What to do: Go through the entries below and return every line that contains "read".

Material for the task:
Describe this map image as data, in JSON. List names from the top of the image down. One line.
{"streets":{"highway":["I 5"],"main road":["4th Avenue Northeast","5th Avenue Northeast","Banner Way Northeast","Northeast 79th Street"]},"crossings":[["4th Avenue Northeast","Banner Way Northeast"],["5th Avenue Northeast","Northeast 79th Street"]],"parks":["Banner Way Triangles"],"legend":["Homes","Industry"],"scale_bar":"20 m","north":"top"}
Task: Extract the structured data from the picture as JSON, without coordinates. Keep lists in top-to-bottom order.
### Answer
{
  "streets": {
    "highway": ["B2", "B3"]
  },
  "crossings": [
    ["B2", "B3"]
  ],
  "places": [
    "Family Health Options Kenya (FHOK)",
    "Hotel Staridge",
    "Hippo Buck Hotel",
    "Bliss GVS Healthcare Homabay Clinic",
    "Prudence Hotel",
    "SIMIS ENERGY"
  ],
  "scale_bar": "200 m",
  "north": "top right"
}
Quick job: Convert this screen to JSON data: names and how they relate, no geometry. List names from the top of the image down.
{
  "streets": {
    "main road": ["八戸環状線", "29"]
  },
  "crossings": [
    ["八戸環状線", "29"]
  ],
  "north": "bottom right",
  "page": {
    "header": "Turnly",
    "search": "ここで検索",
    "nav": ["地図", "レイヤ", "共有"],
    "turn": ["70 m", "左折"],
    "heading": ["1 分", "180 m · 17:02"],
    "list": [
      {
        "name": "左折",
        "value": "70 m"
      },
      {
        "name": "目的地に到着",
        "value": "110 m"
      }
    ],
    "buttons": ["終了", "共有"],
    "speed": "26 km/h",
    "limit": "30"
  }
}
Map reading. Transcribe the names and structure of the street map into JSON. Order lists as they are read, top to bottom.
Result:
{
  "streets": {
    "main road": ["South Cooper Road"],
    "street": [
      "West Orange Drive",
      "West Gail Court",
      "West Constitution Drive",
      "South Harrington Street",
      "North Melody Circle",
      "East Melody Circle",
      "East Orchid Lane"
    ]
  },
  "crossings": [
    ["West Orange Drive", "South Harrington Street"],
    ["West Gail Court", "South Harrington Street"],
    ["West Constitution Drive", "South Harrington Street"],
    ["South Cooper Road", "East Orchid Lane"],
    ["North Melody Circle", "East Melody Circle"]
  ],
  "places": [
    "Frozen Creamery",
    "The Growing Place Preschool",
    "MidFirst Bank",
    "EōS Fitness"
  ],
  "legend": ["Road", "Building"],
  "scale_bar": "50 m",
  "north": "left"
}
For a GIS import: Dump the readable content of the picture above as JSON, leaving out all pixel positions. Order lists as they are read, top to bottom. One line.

Task response:
Map reading. Transcribe the names and structure of the street map into JSON. Order lists as they are read, top to bottom.
For a GIS import: Dump the readable content of the picture above as JSON, leaving out all pixel positions. Order lists as they are read, top to bottom. One line.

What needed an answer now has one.